The old transcript_policy dict (with mode: "continue" | "reset" | "fork") was removed in 0.7.0; see Sessions for migration.

Meta-orchestration builtins

Harn exposes typed workflow editing builtins so orchestration changes can be audited and validated against the workflow IR:

workflow_inspect(..., ceiling?)
workflow_clone(...)
workflow_insert_node(...)
workflow_replace_node(...)
workflow_rewire(...)
workflow_set_model_policy(...)
workflow_set_context_policy(...)
workflow_set_auto_compact(...)
workflow_set_output_visibility(...)
workflow_diff(...)
workflow_validate(..., ceiling?)
workflow_policy_report(..., ceiling?)
workflow_commit(...)

These mutate structured workflow graphs, not free-form prompt text.

Capability ceilings

Workflows and sub-orchestration may narrow capabilities, but they must not exceed the host/runtime ceiling.

This is enforced explicitly by capability-policy intersection during validation and execution setup.
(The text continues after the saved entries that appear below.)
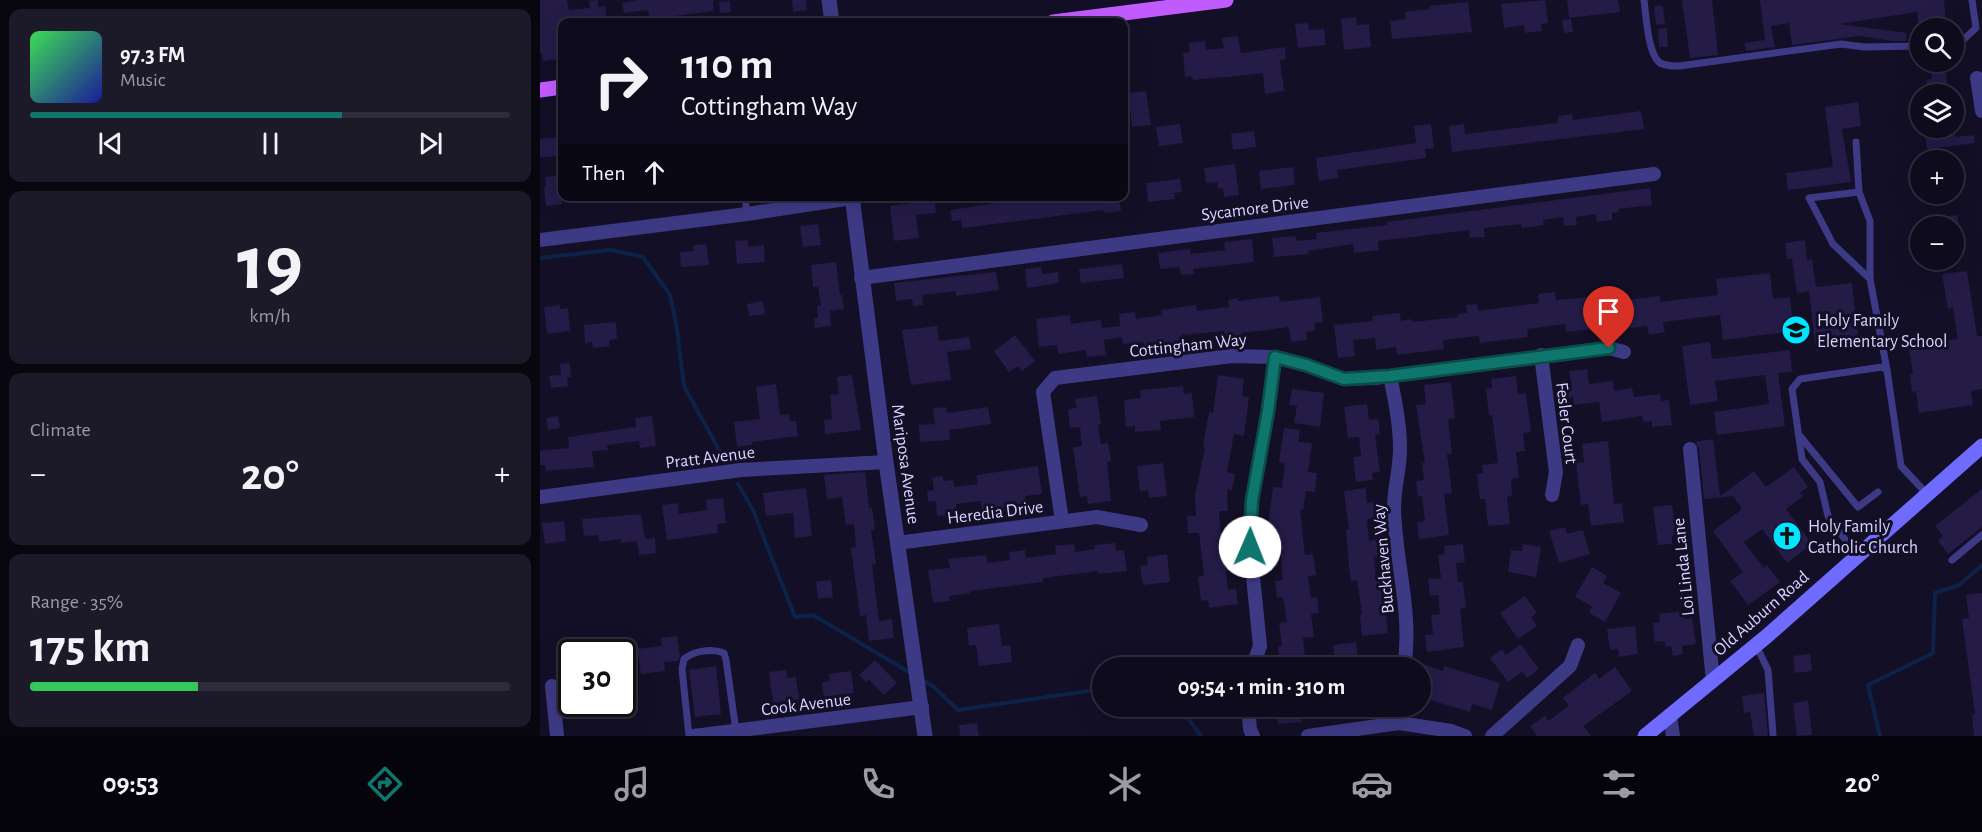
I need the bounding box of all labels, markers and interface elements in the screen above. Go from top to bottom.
map controls [1910,18,1964,270]
button: search [1910,18,1964,72]
icon: right [582,42,660,120]
text: 97.3 FM [120,44,185,66]
text: 110 m [681,44,773,86]
text: Music [120,70,166,90]
button: layers [1910,84,1964,138]
text: Cottingham Way [681,93,857,120]
icon: previous [94,127,127,160]
icon: pause [254,127,287,160]
icon: next [414,127,447,160]
button: + [1910,150,1964,204]
icon: ahead [638,156,671,189]
text: Then [582,162,626,184]
street label: Sycamore Drive [1200,193,1310,225]
button: − [1910,216,1964,270]
text: 19 [237,226,303,304]
pin [1583,286,1634,348]
icon: arrive [1592,295,1625,328]
text: km/h [249,306,291,326]
place label: Holy Family Elementary School [1817,312,1948,351]
school or university icon: Holy Family Elementary School [1780,314,1812,346]
street label: Cottingham Way [1129,331,1248,361]
street label: Fesler Court [1552,381,1580,465]
street label: Mariposa Avenue [888,403,922,525]
text: Climate [30,420,91,440]
street label: Pratt Avenue [664,444,756,472]
text: 20° [241,453,299,498]
text: − [30,458,46,491]
text: + [494,458,510,491]
street label: Heredia Drive [946,498,1044,528]
street label: Buckhaven Way [1370,503,1398,615]
position arrow [1218,515,1282,579]
street label: Loi Linda Lane [1670,517,1698,617]
place label: Holy Family Catholic Church [1808,518,1918,557]
church icon: Holy Family Catholic Church [1771,520,1803,552]
street label: Old Auburn Road [1711,568,1813,660]
text: Range · 35% [30,592,123,612]
text: 175 km [30,625,150,670]
speed limit sign: 30 [558,639,636,717]
text: 09:54 · 1 min · 310 m [1178,676,1345,698]
street label: Cook Avenue [760,691,852,719]
icon: directions [364,763,406,805]
icon: music [611,763,653,805]
icon: phone [857,763,899,805]
icon: climate [1104,763,1146,805]
icon: car [1351,763,1393,805]
icon: filters [1598,763,1640,805]
text: 09:53 [102,770,159,797]
text: 20° [1845,770,1880,797]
If a node requests tools or host operations outside the ceiling, validation fails.

Run records, replay, and evals

Workflow execution produces a persisted run record containing:

workflow identity
task
stage records
stage attempts, outcomes, and branch decisions
traversed graph transitions
ready-node checkpoints for resume
stage transcripts
visible output
private reasoning metadata
tool intent and tool execution events
provider payload metadata kept separate from visible text
verification outcomes
artifacts
policy metadata
parent/root run lineage and delegated child runs
a derived observability block summarizing planner rounds, research facts, action-graph nodes/edges, verification outcomes, and transcript pointers
execution status

CLI support:

harn portal
harn runs inspect .harn-runs/<run>.json
harn runs inspect .harn-runs/<run>.json --compare baseline.json
harn replay .harn-runs/<run>.json
harn eval .harn-runs/<run>.json
harn eval .harn-runs/
harn eval evals/regression.json

The replay/eval surface is intentionally tied to saved typed run records so host applications do not need to build their own provenance layer.
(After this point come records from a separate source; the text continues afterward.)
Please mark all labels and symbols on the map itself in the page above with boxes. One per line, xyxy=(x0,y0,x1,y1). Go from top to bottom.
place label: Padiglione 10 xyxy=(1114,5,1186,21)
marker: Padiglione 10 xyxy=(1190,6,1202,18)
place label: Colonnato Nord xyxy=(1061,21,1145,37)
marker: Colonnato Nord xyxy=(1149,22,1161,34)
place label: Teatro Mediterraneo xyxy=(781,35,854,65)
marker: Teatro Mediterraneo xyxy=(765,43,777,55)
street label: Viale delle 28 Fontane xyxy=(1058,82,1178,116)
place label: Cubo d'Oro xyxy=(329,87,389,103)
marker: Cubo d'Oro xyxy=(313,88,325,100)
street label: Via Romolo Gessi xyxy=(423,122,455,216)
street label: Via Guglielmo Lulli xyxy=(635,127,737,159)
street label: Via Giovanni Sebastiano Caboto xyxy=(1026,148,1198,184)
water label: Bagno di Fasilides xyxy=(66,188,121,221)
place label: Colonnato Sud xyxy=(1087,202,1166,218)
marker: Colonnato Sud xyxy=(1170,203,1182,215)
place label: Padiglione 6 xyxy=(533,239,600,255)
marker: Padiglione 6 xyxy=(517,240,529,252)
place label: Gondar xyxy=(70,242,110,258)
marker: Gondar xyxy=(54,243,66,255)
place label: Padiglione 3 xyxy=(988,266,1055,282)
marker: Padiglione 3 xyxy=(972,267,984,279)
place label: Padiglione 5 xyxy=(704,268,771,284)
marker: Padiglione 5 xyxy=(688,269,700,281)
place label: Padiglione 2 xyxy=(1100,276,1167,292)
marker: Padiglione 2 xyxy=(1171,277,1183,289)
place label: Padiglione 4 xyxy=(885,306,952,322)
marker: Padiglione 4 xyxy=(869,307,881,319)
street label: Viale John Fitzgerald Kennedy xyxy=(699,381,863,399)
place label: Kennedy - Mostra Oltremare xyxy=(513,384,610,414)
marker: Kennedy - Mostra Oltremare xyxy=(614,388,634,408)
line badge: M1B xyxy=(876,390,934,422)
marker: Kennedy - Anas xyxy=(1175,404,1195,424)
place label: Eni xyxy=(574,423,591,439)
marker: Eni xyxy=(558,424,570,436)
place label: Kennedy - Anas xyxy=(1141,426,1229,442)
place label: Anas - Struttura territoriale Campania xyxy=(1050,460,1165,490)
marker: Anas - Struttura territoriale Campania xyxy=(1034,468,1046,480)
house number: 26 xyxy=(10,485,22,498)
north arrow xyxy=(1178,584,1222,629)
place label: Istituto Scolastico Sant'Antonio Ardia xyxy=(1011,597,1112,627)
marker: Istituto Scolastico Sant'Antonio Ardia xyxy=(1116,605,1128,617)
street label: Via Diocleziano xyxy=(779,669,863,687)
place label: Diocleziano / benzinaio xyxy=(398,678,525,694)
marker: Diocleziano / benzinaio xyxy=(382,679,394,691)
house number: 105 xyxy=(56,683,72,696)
For a local visual view over the same persisted data, harn portal reads the run directory directly and renders stages, the derived action graph, trace spans, transcript sections, and delegated child runs without introducing a second storage format.
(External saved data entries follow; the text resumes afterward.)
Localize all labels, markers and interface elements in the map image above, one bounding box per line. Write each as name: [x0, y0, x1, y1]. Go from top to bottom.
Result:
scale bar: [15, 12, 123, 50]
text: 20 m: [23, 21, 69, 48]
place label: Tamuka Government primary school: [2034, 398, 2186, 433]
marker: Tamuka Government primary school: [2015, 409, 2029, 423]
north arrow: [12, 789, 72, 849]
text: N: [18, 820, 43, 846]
For host/runtime consumers that want the same logic inside Harn code, the VM also exposes:

run_record_fixture(...)
run_record_eval(...)
run_record_eval_suite(...)
run_record_diff(...)
eval_suite_manifest(...)
eval_suite_run(...)

Eval manifests group persisted runs, optional explicit replay fixtures, and optional baseline run comparisons under a single typed document. This lets hosts treat replay/eval suites as data rather than external scripts.

Host artifact handoff

Hosts and editor bridges should hand Harn typed artifacts instead of embedding their own orchestration rules in ad hoc prompt strings. The VM now exposes helpers for the most common host surfaces:

artifact_workspace_file(...)
artifact_workspace_snapshot(...)
artifact_editor_selection(...)
artifact_verification_result(...)
artifact_test_result(...)
artifact_command_result(...)
artifact_diff(...)
artifact_git_diff(...)
artifact_diff_review(...)
artifact_review_decision(...)
artifact_patch_proposal(...)
artifact_verification_bundle(...)
artifact_apply_intent(...)

These helpers normalize kind names, token estimates, priority defaults, lineage, and metadata so host products can pass editor/test/diff state into Harn without recreating artifact taxonomy and provenance logic externally.